TARP on Right Track but Not to Finish Line
Given the heightened political sensitivity in Washington regarding the banks and Wall Street it’s not too surprising that many of the banks wanted to be out of the governments crosshairs and pay back TARP as soon as possible. Beyond political pressure, banks have accelerated TARP repayments in part due to the massively steep and profitable yield curve, along with signs of an improving economy. According to the Treasury Department less than $200 billion in bailout money is outstanding for what originally started out as a $700 billion fund ($36 billion of automaker bailouts is estimated as uncollectible). Even though there has been progress on TARP collections, unfortunately non-TARP losses associated with AIG, Fannie Mae (FNM), and Freddie Mac (FRE) are expected to add more than $150 billion in bleeding.

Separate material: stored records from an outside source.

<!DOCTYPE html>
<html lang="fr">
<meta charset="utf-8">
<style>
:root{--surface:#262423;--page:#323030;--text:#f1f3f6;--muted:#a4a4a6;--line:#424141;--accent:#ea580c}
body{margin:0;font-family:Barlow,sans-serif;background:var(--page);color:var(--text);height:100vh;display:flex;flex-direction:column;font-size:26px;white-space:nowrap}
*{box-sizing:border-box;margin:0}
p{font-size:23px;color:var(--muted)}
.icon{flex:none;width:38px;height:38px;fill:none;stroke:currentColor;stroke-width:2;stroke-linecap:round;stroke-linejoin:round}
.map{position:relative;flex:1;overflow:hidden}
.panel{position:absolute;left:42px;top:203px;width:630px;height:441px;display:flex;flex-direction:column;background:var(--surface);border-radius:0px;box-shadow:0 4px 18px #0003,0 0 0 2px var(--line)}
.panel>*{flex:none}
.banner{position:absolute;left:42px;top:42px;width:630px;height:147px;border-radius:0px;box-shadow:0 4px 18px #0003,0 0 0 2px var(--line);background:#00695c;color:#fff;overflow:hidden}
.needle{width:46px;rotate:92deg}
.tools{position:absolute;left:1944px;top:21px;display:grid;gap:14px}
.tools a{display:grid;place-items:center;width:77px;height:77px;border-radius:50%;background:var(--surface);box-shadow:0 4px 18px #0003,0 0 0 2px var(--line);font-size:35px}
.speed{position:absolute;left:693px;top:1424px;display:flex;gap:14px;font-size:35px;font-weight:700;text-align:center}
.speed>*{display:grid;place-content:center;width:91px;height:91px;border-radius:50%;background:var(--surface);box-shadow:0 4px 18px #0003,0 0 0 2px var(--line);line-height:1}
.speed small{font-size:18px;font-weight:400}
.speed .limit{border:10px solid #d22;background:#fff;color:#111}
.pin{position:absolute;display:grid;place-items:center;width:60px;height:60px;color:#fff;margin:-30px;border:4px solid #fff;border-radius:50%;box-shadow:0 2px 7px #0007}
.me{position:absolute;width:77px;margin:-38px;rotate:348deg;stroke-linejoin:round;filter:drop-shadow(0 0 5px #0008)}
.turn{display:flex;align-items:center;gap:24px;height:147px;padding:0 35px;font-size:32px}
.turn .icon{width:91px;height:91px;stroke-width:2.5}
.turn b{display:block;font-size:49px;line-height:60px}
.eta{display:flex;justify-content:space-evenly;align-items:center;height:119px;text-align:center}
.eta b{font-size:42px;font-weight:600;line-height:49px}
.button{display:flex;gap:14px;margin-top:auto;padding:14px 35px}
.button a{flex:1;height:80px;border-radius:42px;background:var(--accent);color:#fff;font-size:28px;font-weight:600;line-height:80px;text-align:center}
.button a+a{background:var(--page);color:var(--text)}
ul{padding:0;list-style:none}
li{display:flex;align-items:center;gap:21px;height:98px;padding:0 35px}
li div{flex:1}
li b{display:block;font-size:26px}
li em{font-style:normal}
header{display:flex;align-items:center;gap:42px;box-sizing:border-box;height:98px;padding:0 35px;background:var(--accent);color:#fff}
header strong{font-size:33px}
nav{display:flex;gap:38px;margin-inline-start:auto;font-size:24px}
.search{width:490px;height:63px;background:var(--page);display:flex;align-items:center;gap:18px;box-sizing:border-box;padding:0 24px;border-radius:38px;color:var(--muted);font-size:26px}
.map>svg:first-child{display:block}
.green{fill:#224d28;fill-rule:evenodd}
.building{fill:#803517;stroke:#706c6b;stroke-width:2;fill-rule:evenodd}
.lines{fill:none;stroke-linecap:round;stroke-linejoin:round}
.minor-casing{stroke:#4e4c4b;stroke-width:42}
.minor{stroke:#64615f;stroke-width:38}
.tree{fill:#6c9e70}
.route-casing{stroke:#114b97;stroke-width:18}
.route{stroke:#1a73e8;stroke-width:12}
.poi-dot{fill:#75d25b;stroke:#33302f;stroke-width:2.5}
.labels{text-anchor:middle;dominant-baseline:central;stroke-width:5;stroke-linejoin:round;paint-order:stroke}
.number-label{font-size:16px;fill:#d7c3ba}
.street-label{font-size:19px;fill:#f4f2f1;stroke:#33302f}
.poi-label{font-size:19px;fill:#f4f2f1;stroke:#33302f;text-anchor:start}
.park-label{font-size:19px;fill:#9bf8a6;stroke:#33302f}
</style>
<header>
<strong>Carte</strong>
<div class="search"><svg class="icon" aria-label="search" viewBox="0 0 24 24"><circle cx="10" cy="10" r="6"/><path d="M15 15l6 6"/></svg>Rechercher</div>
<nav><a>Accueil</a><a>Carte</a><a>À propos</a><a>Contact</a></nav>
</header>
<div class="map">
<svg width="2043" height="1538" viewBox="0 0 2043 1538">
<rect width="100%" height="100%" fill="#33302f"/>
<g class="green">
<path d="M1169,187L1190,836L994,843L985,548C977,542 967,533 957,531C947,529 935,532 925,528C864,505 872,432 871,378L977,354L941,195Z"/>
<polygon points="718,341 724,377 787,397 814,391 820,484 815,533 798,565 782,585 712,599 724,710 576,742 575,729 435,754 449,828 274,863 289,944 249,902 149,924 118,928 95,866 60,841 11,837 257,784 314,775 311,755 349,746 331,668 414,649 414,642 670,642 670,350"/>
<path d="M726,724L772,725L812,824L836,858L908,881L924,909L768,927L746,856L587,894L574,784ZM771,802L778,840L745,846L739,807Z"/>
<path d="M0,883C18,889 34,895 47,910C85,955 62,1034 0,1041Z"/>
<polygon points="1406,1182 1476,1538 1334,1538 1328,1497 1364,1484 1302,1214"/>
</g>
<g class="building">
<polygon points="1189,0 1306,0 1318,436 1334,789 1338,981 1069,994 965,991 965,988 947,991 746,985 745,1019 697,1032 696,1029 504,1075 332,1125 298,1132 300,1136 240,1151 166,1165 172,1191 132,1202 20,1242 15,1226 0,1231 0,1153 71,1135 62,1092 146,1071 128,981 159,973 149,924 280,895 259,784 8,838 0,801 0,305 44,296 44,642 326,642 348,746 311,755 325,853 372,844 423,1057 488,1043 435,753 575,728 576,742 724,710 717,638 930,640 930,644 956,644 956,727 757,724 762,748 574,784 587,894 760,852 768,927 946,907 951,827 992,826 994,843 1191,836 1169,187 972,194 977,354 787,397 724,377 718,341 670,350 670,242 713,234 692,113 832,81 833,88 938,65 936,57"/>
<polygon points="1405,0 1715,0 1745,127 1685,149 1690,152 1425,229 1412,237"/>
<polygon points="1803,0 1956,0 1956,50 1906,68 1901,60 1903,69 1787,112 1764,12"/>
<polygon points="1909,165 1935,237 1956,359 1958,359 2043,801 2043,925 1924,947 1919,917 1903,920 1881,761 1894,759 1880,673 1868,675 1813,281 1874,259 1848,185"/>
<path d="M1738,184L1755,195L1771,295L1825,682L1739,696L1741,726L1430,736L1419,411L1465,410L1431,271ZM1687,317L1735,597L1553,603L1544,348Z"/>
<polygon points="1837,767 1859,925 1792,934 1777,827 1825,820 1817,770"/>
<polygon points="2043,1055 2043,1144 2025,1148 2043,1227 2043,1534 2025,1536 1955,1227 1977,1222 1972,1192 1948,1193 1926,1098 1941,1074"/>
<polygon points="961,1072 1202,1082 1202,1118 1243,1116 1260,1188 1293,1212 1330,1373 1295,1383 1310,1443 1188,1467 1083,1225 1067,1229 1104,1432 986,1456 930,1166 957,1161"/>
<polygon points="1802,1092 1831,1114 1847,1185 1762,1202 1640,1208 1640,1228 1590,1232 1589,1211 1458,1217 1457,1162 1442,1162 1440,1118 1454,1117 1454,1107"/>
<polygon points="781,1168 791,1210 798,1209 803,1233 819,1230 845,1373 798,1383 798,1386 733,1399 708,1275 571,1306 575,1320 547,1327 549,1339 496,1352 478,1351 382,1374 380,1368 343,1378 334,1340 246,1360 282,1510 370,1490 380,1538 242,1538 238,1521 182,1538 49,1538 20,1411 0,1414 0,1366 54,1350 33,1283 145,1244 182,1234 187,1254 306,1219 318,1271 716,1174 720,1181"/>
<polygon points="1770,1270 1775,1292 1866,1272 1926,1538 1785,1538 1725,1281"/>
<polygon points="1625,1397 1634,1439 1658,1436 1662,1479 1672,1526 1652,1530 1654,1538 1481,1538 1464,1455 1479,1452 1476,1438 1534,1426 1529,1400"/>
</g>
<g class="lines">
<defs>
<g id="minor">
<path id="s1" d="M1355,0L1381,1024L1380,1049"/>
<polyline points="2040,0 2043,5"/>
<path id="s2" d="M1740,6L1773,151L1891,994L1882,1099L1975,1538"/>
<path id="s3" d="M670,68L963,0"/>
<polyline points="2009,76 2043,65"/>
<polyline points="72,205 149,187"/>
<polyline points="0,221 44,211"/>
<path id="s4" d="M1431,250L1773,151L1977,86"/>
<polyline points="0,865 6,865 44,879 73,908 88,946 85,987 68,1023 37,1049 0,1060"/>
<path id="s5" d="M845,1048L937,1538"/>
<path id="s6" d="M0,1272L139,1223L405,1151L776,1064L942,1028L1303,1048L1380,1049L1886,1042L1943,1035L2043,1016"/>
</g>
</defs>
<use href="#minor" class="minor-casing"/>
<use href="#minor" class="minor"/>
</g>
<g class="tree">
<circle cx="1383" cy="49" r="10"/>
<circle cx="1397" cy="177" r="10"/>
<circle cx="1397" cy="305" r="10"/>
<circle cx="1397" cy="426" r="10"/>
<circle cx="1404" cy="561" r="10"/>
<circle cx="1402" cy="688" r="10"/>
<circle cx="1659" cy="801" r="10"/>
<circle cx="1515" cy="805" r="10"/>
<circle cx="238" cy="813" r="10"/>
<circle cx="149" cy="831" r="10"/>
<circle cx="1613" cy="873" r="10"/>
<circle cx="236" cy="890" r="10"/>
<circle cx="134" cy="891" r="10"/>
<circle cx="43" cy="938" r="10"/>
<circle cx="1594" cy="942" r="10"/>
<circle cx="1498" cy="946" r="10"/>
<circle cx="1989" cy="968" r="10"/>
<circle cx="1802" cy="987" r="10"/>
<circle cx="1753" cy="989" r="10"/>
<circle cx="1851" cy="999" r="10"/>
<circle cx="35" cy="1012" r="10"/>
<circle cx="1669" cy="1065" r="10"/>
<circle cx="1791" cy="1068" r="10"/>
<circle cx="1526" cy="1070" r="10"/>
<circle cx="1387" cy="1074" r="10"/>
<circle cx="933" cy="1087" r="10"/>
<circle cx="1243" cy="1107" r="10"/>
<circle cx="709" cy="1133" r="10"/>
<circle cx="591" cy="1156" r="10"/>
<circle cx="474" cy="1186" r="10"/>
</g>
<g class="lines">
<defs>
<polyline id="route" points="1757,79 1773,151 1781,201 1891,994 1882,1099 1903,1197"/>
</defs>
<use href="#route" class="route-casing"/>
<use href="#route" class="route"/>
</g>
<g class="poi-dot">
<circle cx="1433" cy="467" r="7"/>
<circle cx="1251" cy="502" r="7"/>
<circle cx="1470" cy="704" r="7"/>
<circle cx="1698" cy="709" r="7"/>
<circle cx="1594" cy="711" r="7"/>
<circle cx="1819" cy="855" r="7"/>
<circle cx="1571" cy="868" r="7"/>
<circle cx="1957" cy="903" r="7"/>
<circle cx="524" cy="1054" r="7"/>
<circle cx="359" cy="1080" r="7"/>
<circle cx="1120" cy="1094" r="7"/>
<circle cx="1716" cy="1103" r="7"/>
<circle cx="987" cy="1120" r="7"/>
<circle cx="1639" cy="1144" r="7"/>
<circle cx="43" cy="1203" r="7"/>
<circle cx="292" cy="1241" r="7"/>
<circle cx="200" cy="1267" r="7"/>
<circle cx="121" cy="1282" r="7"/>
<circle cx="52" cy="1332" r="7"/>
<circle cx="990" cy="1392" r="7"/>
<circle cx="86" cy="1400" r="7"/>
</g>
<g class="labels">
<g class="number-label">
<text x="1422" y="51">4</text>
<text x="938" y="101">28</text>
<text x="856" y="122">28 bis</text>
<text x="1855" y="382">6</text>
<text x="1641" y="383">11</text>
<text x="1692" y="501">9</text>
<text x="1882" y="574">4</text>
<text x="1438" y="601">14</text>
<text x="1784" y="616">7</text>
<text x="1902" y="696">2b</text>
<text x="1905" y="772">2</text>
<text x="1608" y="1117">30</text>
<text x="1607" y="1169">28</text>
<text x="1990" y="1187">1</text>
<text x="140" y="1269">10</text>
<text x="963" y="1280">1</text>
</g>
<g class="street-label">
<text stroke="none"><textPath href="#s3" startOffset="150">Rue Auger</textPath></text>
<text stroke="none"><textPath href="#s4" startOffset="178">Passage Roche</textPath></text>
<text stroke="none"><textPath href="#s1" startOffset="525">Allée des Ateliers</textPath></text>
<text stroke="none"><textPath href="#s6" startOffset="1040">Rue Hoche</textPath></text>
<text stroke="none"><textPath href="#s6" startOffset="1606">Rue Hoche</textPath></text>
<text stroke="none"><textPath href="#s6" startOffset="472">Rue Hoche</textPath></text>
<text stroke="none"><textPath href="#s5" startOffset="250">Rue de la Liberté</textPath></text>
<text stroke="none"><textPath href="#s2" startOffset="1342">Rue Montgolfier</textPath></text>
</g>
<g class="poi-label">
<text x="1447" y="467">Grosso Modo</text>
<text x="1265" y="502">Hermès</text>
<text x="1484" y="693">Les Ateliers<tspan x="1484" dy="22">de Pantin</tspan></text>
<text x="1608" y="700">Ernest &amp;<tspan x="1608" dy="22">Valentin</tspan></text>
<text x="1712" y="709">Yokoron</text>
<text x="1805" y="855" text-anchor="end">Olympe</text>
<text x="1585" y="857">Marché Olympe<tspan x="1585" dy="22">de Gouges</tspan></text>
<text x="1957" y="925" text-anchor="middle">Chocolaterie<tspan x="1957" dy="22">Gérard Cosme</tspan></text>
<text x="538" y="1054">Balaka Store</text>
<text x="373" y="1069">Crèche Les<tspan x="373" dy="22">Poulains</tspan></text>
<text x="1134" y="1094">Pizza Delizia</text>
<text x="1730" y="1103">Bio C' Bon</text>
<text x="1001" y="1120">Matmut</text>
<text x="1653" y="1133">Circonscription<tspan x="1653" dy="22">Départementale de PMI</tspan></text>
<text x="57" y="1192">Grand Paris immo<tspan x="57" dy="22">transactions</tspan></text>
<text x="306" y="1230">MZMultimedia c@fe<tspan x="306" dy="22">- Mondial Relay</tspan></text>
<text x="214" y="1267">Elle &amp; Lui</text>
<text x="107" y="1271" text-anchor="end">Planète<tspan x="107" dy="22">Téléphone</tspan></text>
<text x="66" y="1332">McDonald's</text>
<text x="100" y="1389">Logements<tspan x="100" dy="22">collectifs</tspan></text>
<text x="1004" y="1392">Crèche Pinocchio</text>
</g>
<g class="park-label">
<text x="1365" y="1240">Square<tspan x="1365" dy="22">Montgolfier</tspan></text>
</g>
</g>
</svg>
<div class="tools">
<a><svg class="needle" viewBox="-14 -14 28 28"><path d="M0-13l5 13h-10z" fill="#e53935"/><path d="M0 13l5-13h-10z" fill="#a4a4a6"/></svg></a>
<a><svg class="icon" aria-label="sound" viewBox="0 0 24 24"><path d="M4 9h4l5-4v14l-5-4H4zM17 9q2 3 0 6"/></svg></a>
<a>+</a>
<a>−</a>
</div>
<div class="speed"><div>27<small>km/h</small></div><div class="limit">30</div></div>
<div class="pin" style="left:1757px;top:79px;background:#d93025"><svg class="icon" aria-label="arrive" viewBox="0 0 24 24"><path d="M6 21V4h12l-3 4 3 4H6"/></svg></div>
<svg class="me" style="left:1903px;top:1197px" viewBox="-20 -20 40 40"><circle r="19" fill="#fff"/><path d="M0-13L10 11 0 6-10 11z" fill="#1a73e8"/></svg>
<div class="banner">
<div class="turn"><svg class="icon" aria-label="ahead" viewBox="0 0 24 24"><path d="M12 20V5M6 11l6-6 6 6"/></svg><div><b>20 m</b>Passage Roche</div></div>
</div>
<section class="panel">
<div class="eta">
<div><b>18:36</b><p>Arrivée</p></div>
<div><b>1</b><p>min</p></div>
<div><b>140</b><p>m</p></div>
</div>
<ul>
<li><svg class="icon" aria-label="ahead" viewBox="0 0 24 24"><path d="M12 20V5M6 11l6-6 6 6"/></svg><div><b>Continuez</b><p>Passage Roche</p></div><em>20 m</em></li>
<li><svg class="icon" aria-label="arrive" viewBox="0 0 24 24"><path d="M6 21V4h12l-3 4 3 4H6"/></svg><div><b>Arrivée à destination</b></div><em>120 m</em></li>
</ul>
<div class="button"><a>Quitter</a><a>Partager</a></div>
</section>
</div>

I don’t believe anyone is happy about the bailouts, although some are obviously more irate. Accountability and transparency are important bailout factors as taxpayers and investors look to recover capital contributions. The next trick GM and Ed Whitacre need to pull off is paying off tens of billions in taxpayer money with the benefit of sustained profits – now that’s a television commercial I want to see.
Wade W. Slome, CFA, CFP®
Plan. Invest. Prosper.
*DISCLOSURE: Sidoxia Capital Management (SCM) and some of its clients own certain exchange traded funds and in a security derived from an AIG subsidiary, but at the time of publishing SCM had no direct positions in General Motors, AIG, FNM, FRE, MA, V, or any security referenced in this article. No information accessed through the Investing Caffeine (IC) website constitutes investment, financial, legal, tax or other advice nor is to be relied on in making an investment or other decision. Please read disclosure language on IC “Contact” page.